Police unions around America have been demanding an apology from Quentin Tarantino, but the director is not backing down in his first public remarks following his controversial comments 10 days ago about police violence.
“All cops are not murderers,” Tarantino, the director of “The Hateful Eight,” told the Los Angeles Times in an interview Tuesday. “I never said that. I never even implied that.” Tarantino said the police groups were trying to “demonize” him.
“What they’re doing is pretty obvious,” he said. “Instead of dealing with the incidents of police brutality that those people were bringing up, instead of examining the problem of police brutality in this country, better they single me out. And their message is very clear. It’s to shut me down. It’s to discredit me. It is to intimidate me. It is to shut my mouth, and even more important than that, it is to send a message out to any other prominent person that might feel the need to join that side of the argument.”

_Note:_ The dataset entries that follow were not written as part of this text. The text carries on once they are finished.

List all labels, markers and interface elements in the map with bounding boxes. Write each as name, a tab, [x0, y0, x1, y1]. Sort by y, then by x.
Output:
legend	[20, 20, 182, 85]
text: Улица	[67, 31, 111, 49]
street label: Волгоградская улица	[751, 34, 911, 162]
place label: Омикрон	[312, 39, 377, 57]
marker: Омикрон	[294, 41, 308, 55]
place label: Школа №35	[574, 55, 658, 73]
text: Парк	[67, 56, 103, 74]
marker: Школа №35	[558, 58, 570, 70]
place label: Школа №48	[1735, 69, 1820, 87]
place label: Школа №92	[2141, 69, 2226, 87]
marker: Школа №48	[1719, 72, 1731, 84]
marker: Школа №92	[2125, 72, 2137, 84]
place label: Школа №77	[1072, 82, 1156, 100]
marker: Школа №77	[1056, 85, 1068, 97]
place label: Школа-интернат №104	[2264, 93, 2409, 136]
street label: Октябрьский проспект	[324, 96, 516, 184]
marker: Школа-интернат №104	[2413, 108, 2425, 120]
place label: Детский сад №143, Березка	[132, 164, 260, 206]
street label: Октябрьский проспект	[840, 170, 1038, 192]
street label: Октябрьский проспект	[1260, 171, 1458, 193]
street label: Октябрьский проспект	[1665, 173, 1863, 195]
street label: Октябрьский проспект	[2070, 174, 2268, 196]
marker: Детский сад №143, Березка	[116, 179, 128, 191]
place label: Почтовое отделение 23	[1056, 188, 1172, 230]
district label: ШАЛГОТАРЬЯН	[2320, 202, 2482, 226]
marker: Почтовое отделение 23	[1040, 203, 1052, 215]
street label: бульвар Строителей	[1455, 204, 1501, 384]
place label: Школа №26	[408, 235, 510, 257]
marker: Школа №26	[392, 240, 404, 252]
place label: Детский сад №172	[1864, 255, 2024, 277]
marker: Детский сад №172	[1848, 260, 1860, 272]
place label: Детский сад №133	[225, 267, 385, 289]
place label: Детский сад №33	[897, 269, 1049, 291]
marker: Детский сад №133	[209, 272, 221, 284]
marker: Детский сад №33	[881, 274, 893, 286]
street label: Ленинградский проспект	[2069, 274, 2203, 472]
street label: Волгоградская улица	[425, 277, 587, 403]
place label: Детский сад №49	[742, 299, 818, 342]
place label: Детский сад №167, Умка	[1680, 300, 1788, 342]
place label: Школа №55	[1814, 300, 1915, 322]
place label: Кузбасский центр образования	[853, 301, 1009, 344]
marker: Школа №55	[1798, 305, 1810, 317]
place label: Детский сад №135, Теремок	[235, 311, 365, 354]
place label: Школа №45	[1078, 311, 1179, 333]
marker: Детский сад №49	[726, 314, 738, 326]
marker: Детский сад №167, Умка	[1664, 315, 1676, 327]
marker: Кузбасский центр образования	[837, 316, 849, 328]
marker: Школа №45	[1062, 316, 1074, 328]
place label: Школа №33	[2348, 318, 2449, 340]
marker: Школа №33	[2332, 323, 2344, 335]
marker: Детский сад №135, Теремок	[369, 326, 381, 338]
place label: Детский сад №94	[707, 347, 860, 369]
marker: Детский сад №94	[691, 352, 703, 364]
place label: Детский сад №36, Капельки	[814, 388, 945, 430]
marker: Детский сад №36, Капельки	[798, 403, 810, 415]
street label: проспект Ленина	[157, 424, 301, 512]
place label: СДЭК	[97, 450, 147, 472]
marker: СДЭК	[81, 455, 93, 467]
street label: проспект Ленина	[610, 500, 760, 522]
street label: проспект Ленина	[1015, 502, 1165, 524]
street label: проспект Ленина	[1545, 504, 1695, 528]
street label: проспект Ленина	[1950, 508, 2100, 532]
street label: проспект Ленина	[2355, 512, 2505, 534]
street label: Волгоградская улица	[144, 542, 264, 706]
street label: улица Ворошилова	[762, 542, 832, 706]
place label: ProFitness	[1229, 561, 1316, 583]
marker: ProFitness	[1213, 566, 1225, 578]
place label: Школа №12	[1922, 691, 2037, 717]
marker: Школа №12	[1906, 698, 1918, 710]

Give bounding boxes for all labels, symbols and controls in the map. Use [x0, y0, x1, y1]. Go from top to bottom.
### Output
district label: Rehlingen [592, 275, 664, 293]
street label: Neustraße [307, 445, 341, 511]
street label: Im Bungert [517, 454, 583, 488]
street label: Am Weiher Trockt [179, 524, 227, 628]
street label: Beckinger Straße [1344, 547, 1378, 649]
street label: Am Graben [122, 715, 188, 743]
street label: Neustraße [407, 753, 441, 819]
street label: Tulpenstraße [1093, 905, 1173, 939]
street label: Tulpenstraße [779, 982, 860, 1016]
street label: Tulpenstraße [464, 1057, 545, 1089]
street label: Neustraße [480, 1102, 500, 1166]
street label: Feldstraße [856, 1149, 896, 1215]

The furor stems from a rally against police brutality on Saturday, Oct. 24 in Manhattan. The director of “Django Unchained” and “Pulp Fiction” addressed a crowd of about 300, saying: “When I see murders, I do not stand by…” and adding: “I have to call a murder a murder and I have to call the murderers the murderers.”
Police organizations around the country, including in Los Angeles and New York, have demanded an apology and called for a boycott of “The Hateful Eight,” the bounty hunter survival tale with a cast that includes Channing Tatum, Kurt Russell and Samuel L. Jackson. While unions and other groups representing more than 200,000 officers have joined the protests, Tarantino has received some support. Actor Jamie Foxx, speaking at a recent awards show, urged the director: “Keep telling the truth and don’t worry about none of the haters.”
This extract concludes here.